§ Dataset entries
────

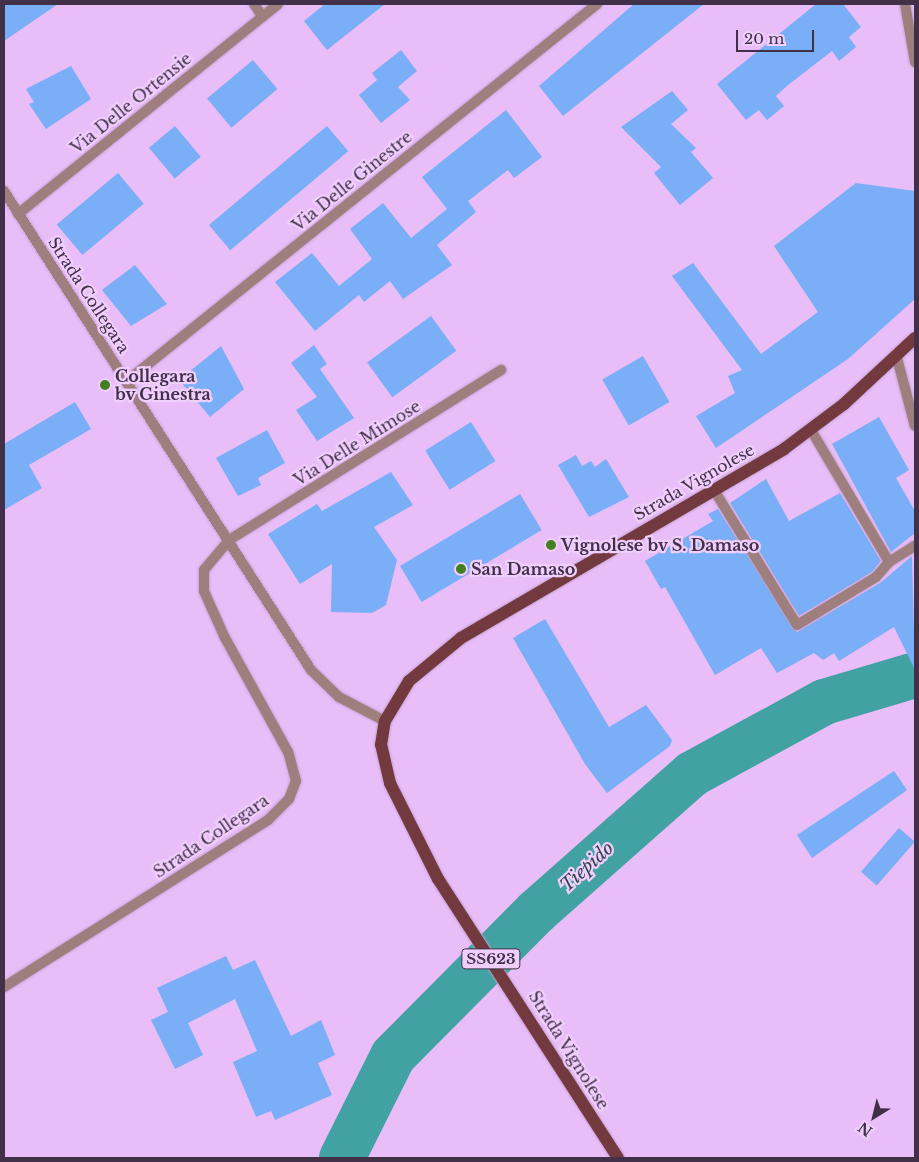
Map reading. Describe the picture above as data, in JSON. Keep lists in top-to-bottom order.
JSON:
{
  "streets": {
    "main road": ["Strada Vignolese", "SS623"],
    "street": [
      "Via Delle Ortensie",
      "Via Delle Ginestre",
      "Strada Collegara",
      "Via Delle Mimose"
    ]
  },
  "crossings": [
    ["Via Delle Ortensie", "Strada Collegara"],
    ["Via Delle Ginestre", "Strada Collegara"],
    ["Strada Collegara", "Via Delle Mimose"],
    ["Strada Collegara", "Strada Vignolese"]
  ],
  "water": ["Tiepido"],
  "places": ["Collegara bv Ginestra", "Vignolese bv S. Damaso", "San Damaso"],
  "scale_bar": "20 m",
  "north": "bottom left"
}
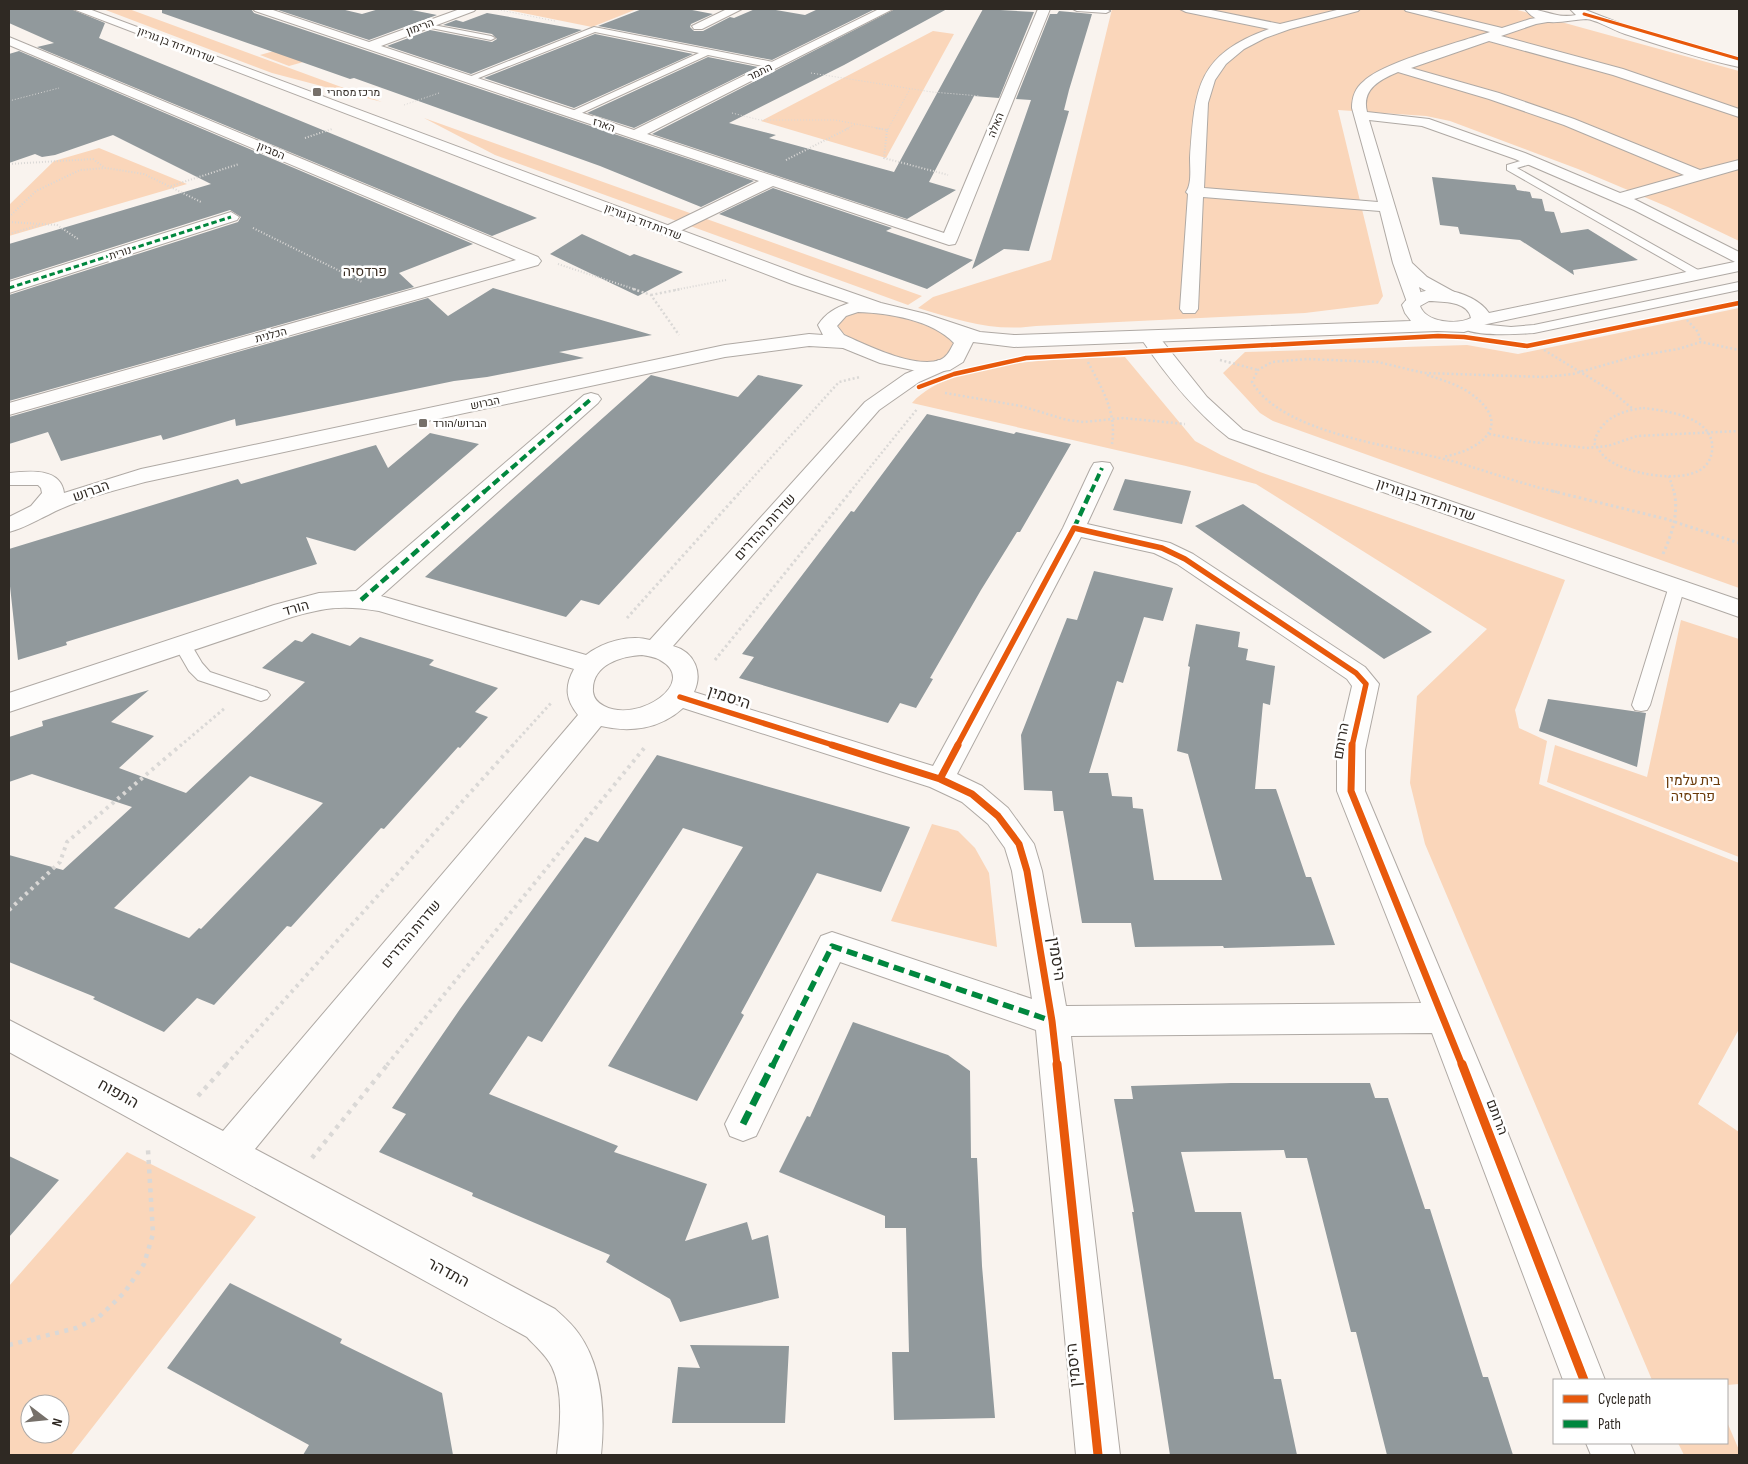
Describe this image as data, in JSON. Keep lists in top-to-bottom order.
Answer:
{
  "streets": {
    "street": [
      "הרימון",
      "שדרות דוד בן גוריון",
      "התמר",
      "הארז",
      "האלה",
      "הסביון",
      "נורית",
      "הכלנית",
      "הברוש",
      "שדרות ההדרים",
      "הורד",
      "היסמין",
      "הרותם",
      "התפוח",
      "התדהר"
    ]
  },
  "crossings": [
    ["הרימון", "הארז"],
    ["שדרות דוד בן גוריון", "הברוש"],
    ["התמר", "הארז"],
    ["הארז", "האלה"],
    ["הסביון", "הכלנית"],
    ["שדרות ההדרים", "הורד"],
    ["שדרות ההדרים", "היסמין"],
    ["שדרות ההדרים", "התפוח"],
    ["שדרות ההדרים", "התדהר"],
    ["הורד", "היסמין"],
    ["התפוח", "התדהר"]
  ],
  "districts": ["פרדסיה"],
  "parks": ["בית עלמין פרדסיה"],
  "places": {
    "transit": ["מרכז מסחרי", "הברוש/הורד"]
  },
  "legend": ["Cycle path", "Path"],
  "north": "right"
}
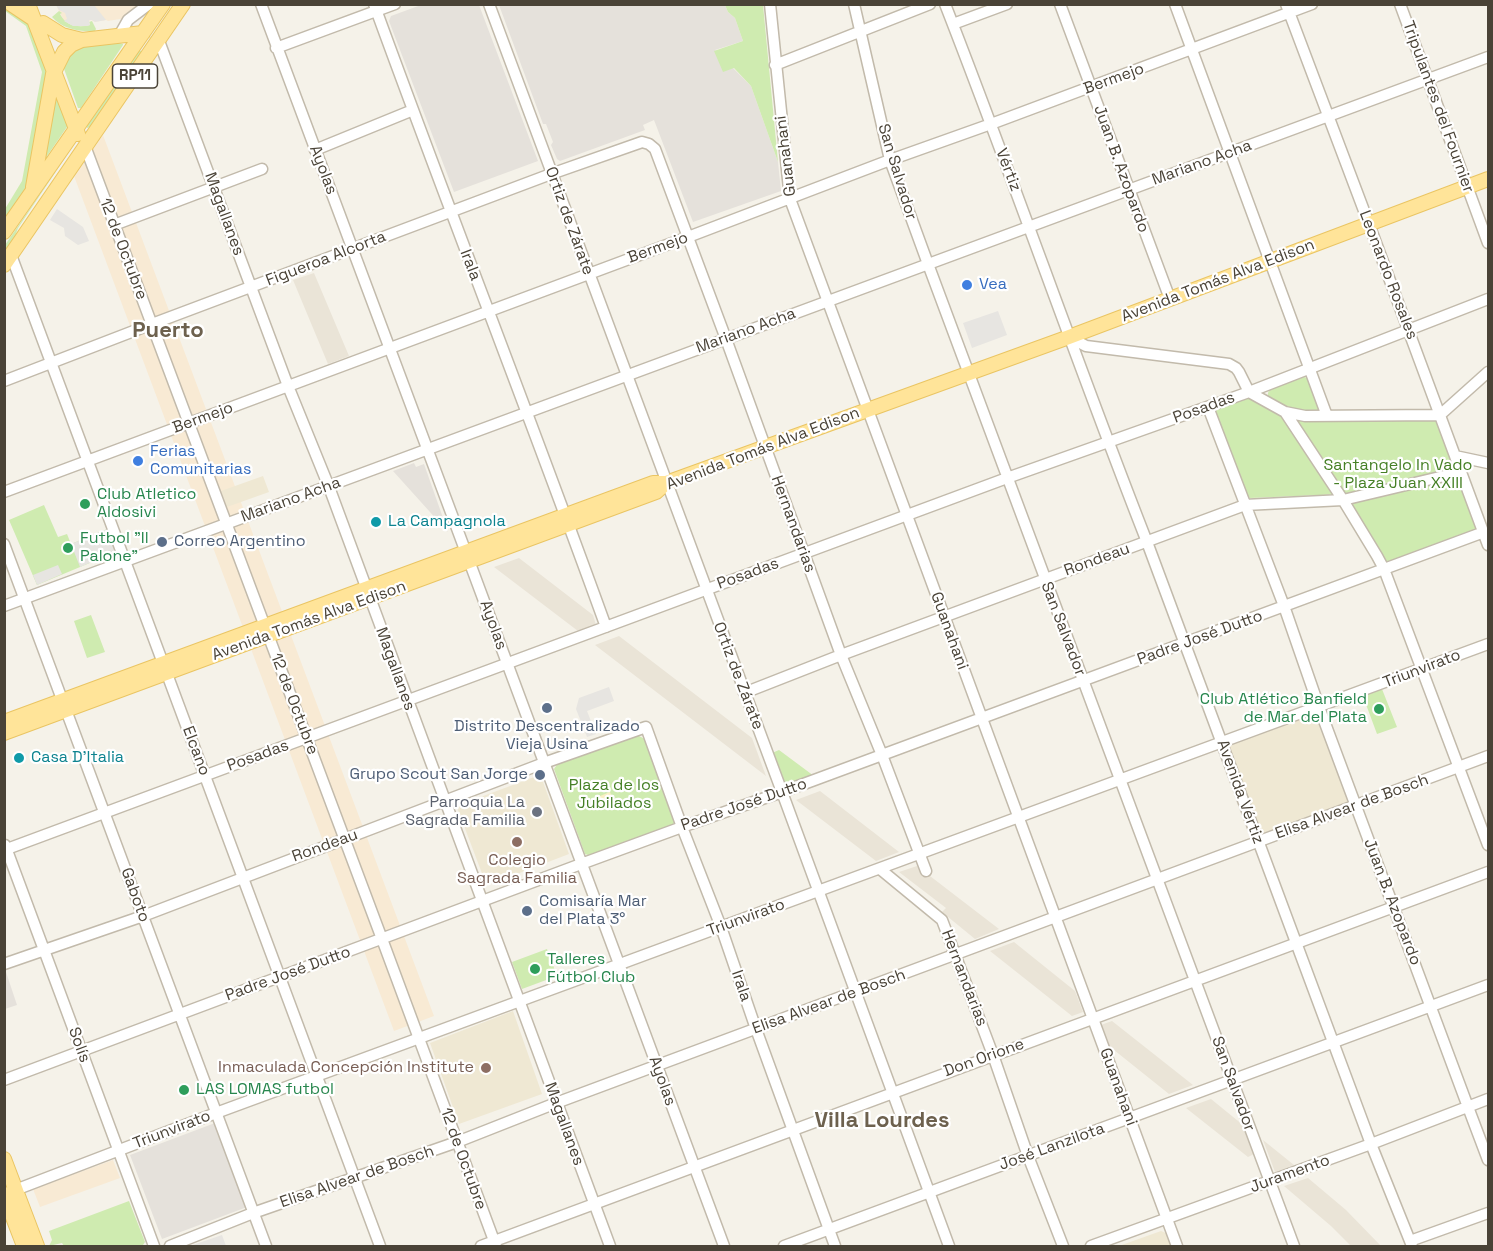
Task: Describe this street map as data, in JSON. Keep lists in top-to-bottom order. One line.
{"streets":{"main road":["RP11","12 de Octubre","Avenida Tomás Alva Edison"],"street":["Bermejo","Tripulantes del Fournier","Guanahani","Mariano Acha","Juan B. Azopardo","Ayolas","Vértiz","San Salvador","Magallanes","Ortiz de Zárate","Figueroa Alcorta","Irala","Leonardo Rosales","Posadas","Hernandarias","Rondeau","Padre José Dutto","Triunvirato","Elcano","Avenida Vértiz","Elisa Alvear de Bosch","Gaboto","Solís","Don Orione","José Lanzilota","Juramento"]},"crossings":[["RP11","Magallanes"],["RP11","12 de Octubre"],["RP11","Elcano"],["Bermejo","Guanahani"],["Bermejo","Juan B. Azopardo"],["Bermejo","Ayolas"],["Bermejo","Vértiz"],["Bermejo","San Salvador"],["Bermejo","Magallanes"],["Bermejo","Ortiz de Zárate"],["Bermejo","12 de Octubre"],["Bermejo","Irala"],["Bermejo","Leonardo Rosales"],["Bermejo","Hernandarias"],["Bermejo","Elcano"],["Tripulantes del Fournier","Mariano Acha"],["Tripulantes del Fournier","Avenida Tomás Alva Edison"],["Guanahani","Mariano Acha"],["Guanahani","Avenida Tomás Alva Edison"],["Guanahani","Posadas"],["Guanahani","Rondeau"],["Guanahani","Padre José Dutto"],["Guanahani","Triunvirato"],["Guanahani","Elisa Alvear de Bosch"],["Guanahani","Don Orione"],["Guanahani","José Lanzilota"],["Guanahani","Juramento"],["Mariano Acha","Juan B. Azopardo"],["Mariano Acha","Ayolas"],["Mariano Acha","Vértiz"],["Mariano Acha","San Salvador"],["Mariano Acha","Magallanes"],["Mariano Acha","Ortiz de Zárate"],["Mariano Acha","12 de Octubre"],["Mariano Acha","Irala"],["Mariano Acha","Leonardo Rosales"],["Mariano Acha","Hernandarias"],["Mariano Acha","Elcano"],["Mariano Acha","Gaboto"],["Juan B. Azopardo","Avenida Tomás Alva Edison"],["Juan B. Azopardo","Posadas"],["Juan B. Azopardo","Rondeau"],["Juan B. Azopardo","Padre José Dutto"],["Juan B. Azopardo","Triunvirato"],["Juan B. Azopardo","Elisa Alvear de Bosch"],["Juan B. Azopardo","Don Orione"],["Juan B. Azopardo","José Lanzilota"],["Juan B. Azopardo","Juramento"],["Ayolas","Figueroa Alcorta"],["Ayolas","Avenida Tomás Alva Edison"],["Ayolas","Posadas"],["Ayolas","Rondeau"],["Ayolas","Padre José Dutto"],["Ayolas","Triunvirato"],["Ayolas","Elisa Alvear de Bosch"],["Ayolas","Don Orione"],["Vértiz","Avenida Tomás Alva Edison"],["Vértiz","Avenida Vértiz"],["San Salvador","Avenida Tomás Alva Edison"],["San Salvador","Posadas"],["San Salvador","Rondeau"],["San Salvador","Padre José Dutto"],["San Salvador","Triunvirato"],["San Salvador","Elisa Alvear de Bosch"],["San Salvador","Don Orione"],["San Salvador","José Lanzilota"],["San Salvador","Juramento"],["Magallanes","Figueroa Alcorta"],["Magallanes","Avenida Tomás Alva Edison"],["Magallanes","Posadas"],["Magallanes","Rondeau"],["Magallanes","Padre José Dutto"],["Magallanes","Triunvirato"],["Magallanes","Elisa Alvear de Bosch"],["Magallanes","Don Orione"],["Ortiz de Zárate","Figueroa Alcorta"],["Ortiz de Zárate","Avenida Tomás Alva Edison"],["Ortiz de Zárate","Posadas"],["Ortiz de Zárate","Rondeau"],["Ortiz de Zárate","Padre José Dutto"],["Ortiz de Zárate","Triunvirato"],["Ortiz de Zárate","Elisa Alvear de Bosch"],["Ortiz de Zárate","Don Orione"],["Ortiz de Zárate","José Lanzilota"],["12 de Octubre","Figueroa Alcorta"],["12 de Octubre","Avenida Tomás Alva Edison"],["12 de Octubre","Posadas"],["12 de Octubre","Rondeau"],["12 de Octubre","Padre José Dutto"],["12 de Octubre","Triunvirato"],["12 de Octubre","Elisa Alvear de Bosch"],["12 de Octubre","Don Orione"],["Figueroa Alcorta","Irala"],["Figueroa Alcorta","Hernandarias"],["Figueroa Alcorta","Elcano"],["Irala","Avenida Tomás Alva Edison"],["Irala","Posadas"],["Irala","Rondeau"],["Irala","Padre José Dutto"],["Irala","Triunvirato"],["Irala","Elisa Alvear de Bosch"],["Irala","Don Orione"],["Irala","José Lanzilota"],["Leonardo Rosales","Avenida Tomás Alva Edison"],["Leonardo Rosales","Posadas"],["Leonardo Rosales","Rondeau"],["Leonardo Rosales","Padre José Dutto"],["Avenida Tomás Alva Edison","Hernandarias"],["Avenida Tomás Alva Edison","Elcano"],["Avenida Tomás Alva Edison","Avenida Vértiz"],["Avenida Tomás Alva Edison","Gaboto"],["Posadas","Hernandarias"],["Posadas","Elcano"],["Posadas","Avenida Vértiz"],["Posadas","Gaboto"],["Posadas","Solís"],["Hernandarias","Rondeau"],["Hernandarias","Padre José Dutto"],["Hernandarias","Triunvirato"],["Hernandarias","Elisa Alvear de Bosch"],["Hernandarias","Don Orione"],["Hernandarias","José Lanzilota"],["Rondeau","Elcano"],["Rondeau","Avenida Vértiz"],["Rondeau","Gaboto"],["Rondeau","Solís"],["Padre José Dutto","Elcano"],["Padre José Dutto","Avenida Vértiz"],["Padre José Dutto","Gaboto"],["Padre José Dutto","Solís"],["Triunvirato","Elcano"],["Triunvirato","Avenida Vértiz"],["Triunvirato","Gaboto"],["Triunvirato","Solís"],["Elcano","Elisa Alvear de Bosch"],["Avenida Vértiz","Elisa Alvear de Bosch"],["Avenida Vértiz","Don Orione"],["Avenida Vértiz","José Lanzilota"],["Avenida Vértiz","Juramento"],["Elisa Alvear de Bosch","Gaboto"]],"districts":["Puerto","Villa Lourdes"],"parks":["Santangelo In Vado - Plaza Juan XXIII","Plaza de los Jubilados"],"places":["Vea","Ferias Comunitarias","Club Atletico Aldosivi","La Campagnola","Correo Argentino","Futbol \"Il Palone\"","Distrito Descentralizado Vieja Usina","Club Atlético Banfield de Mar del Plata","Casa D'Italia","Grupo Scout San Jorge","Parroquia La Sagrada Familia","Colegio Sagrada Familia","Comisaría Mar del Plata 3°","Talleres Fútbol Club","Inmaculada Concepción Institute","LAS LOMAS futbol"]}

────

Return every line from the entries above that includes the word "התדהר".

      "התדהר"
    ["שדרות ההדרים", "התדהר"],
    ["התפוח", "התדהר"]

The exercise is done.